Stored data section start
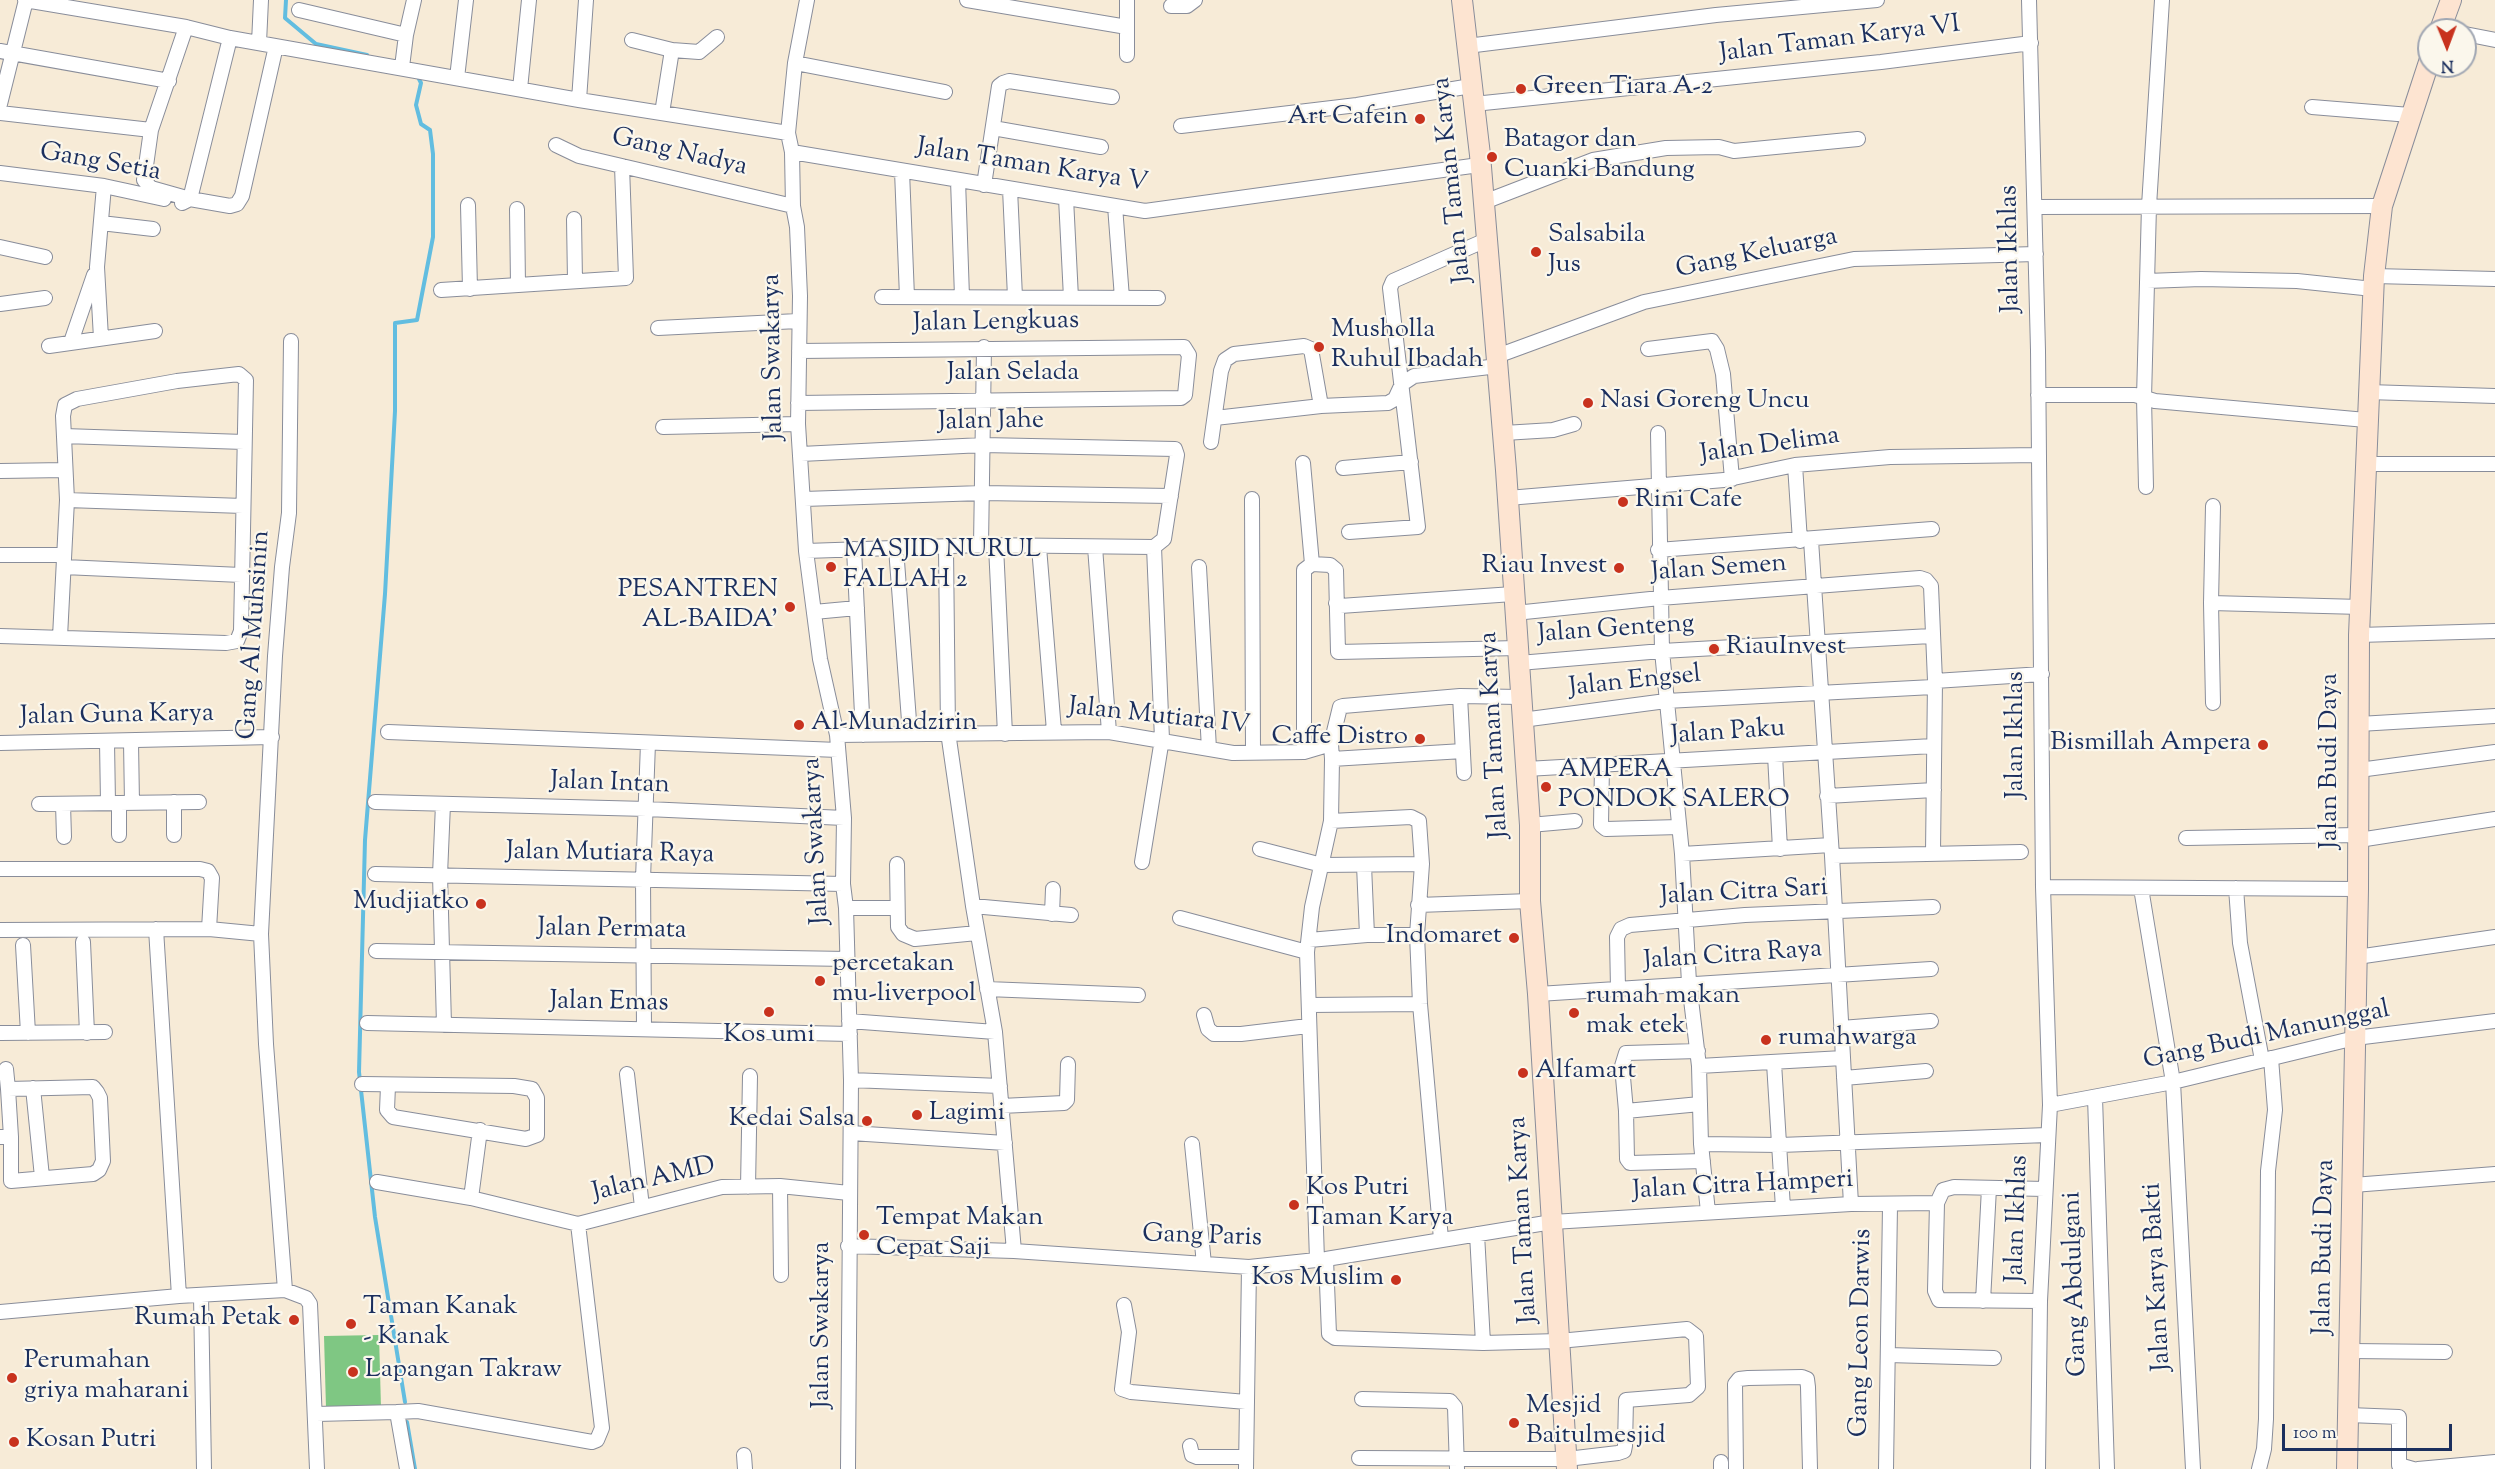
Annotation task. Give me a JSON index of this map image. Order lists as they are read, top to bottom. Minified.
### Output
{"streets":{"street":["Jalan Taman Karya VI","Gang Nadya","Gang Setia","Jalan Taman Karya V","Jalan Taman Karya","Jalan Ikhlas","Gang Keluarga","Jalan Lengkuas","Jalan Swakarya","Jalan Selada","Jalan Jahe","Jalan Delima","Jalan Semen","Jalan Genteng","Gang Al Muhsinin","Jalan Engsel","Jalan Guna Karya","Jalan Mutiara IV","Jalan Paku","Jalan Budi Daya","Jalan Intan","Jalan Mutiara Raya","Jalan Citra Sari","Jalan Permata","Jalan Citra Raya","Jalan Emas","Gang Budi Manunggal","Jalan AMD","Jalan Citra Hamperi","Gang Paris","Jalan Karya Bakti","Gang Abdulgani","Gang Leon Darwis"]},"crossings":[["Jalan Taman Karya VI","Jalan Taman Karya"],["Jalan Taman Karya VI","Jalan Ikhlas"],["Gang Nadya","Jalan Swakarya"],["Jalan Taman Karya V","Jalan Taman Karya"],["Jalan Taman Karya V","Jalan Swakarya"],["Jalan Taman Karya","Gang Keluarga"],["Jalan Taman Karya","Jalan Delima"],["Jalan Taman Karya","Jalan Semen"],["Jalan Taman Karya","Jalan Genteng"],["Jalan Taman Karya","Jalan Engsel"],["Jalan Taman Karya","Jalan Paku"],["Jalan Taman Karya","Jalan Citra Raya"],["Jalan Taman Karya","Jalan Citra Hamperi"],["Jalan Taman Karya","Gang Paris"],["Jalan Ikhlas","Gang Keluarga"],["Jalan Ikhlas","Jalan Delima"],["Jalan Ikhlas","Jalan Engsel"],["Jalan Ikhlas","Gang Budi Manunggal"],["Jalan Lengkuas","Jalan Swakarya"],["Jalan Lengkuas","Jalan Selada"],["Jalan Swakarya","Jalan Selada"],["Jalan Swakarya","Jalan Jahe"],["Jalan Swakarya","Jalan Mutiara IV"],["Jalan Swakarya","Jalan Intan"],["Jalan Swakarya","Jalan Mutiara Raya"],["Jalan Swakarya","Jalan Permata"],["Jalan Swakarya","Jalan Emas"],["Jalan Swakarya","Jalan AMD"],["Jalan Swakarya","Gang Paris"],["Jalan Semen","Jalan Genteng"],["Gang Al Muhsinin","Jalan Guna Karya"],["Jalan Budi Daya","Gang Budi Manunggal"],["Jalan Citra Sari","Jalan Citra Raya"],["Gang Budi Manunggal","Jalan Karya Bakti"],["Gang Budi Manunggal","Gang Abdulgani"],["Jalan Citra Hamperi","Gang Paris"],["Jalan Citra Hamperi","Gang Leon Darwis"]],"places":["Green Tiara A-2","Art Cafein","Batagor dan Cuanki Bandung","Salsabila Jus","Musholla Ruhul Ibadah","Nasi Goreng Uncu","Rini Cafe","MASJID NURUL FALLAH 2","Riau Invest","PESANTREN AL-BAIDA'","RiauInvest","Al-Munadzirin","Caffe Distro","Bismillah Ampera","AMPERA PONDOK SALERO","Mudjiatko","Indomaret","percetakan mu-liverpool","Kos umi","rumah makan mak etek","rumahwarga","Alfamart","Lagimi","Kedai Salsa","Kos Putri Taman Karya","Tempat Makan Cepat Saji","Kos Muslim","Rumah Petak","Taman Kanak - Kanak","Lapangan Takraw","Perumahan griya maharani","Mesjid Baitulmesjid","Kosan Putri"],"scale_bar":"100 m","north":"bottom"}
Stored data section end
- **What you will do**
Whenever images occur above, omit them and retype each line exactly as it stands.

- **Response to this exercise**
Annotation task. Give me a JSON index of this map image. Order lists as they are read, top to bottom. Minified.
### Output
{"streets":{"street":["Jalan Taman Karya VI","Gang Nadya","Gang Setia","Jalan Taman Karya V","Jalan Taman Karya","Jalan Ikhlas","Gang Keluarga","Jalan Lengkuas","Jalan Swakarya","Jalan Selada","Jalan Jahe","Jalan Delima","Jalan Semen","Jalan Genteng","Gang Al Muhsinin","Jalan Engsel","Jalan Guna Karya","Jalan Mutiara IV","Jalan Paku","Jalan Budi Daya","Jalan Intan","Jalan Mutiara Raya","Jalan Citra Sari","Jalan Permata","Jalan Citra Raya","Jalan Emas","Gang Budi Manunggal","Jalan AMD","Jalan Citra Hamperi","Gang Paris","Jalan Karya Bakti","Gang Abdulgani","Gang Leon Darwis"]},"crossings":[["Jalan Taman Karya VI","Jalan Taman Karya"],["Jalan Taman Karya VI","Jalan Ikhlas"],["Gang Nadya","Jalan Swakarya"],["Jalan Taman Karya V","Jalan Taman Karya"],["Jalan Taman Karya V","Jalan Swakarya"],["Jalan Taman Karya","Gang Keluarga"],["Jalan Taman Karya","Jalan Delima"],["Jalan Taman Karya","Jalan Semen"],["Jalan Taman Karya","Jalan Genteng"],["Jalan Taman Karya","Jalan Engsel"],["Jalan Taman Karya","Jalan Paku"],["Jalan Taman Karya","Jalan Citra Raya"],["Jalan Taman Karya","Jalan Citra Hamperi"],["Jalan Taman Karya","Gang Paris"],["Jalan Ikhlas","Gang Keluarga"],["Jalan Ikhlas","Jalan Delima"],["Jalan Ikhlas","Jalan Engsel"],["Jalan Ikhlas","Gang Budi Manunggal"],["Jalan Lengkuas","Jalan Swakarya"],["Jalan Lengkuas","Jalan Selada"],["Jalan Swakarya","Jalan Selada"],["Jalan Swakarya","Jalan Jahe"],["Jalan Swakarya","Jalan Mutiara IV"],["Jalan Swakarya","Jalan Intan"],["Jalan Swakarya","Jalan Mutiara Raya"],["Jalan Swakarya","Jalan Permata"],["Jalan Swakarya","Jalan Emas"],["Jalan Swakarya","Jalan AMD"],["Jalan Swakarya","Gang Paris"],["Jalan Semen","Jalan Genteng"],["Gang Al Muhsinin","Jalan Guna Karya"],["Jalan Budi Daya","Gang Budi Manunggal"],["Jalan Citra Sari","Jalan Citra Raya"],["Gang Budi Manunggal","Jalan Karya Bakti"],["Gang Budi Manunggal","Gang Abdulgani"],["Jalan Citra Hamperi","Gang Paris"],["Jalan Citra Hamperi","Gang Leon Darwis"]],"places":["Green Tiara A-2","Art Cafein","Batagor dan Cuanki Bandung","Salsabila Jus","Musholla Ruhul Ibadah","Nasi Goreng Uncu","Rini Cafe","MASJID NURUL FALLAH 2","Riau Invest","PESANTREN AL-BAIDA'","RiauInvest","Al-Munadzirin","Caffe Distro","Bismillah Ampera","AMPERA PONDOK SALERO","Mudjiatko","Indomaret","percetakan mu-liverpool","Kos umi","rumah makan mak etek","rumahwarga","Alfamart","Lagimi","Kedai Salsa","Kos Putri Taman Karya","Tempat Makan Cepat Saji","Kos Muslim","Rumah Petak","Taman Kanak - Kanak","Lapangan Takraw","Perumahan griya maharani","Mesjid Baitulmesjid","Kosan Putri"],"scale_bar":"100 m","north":"bottom"}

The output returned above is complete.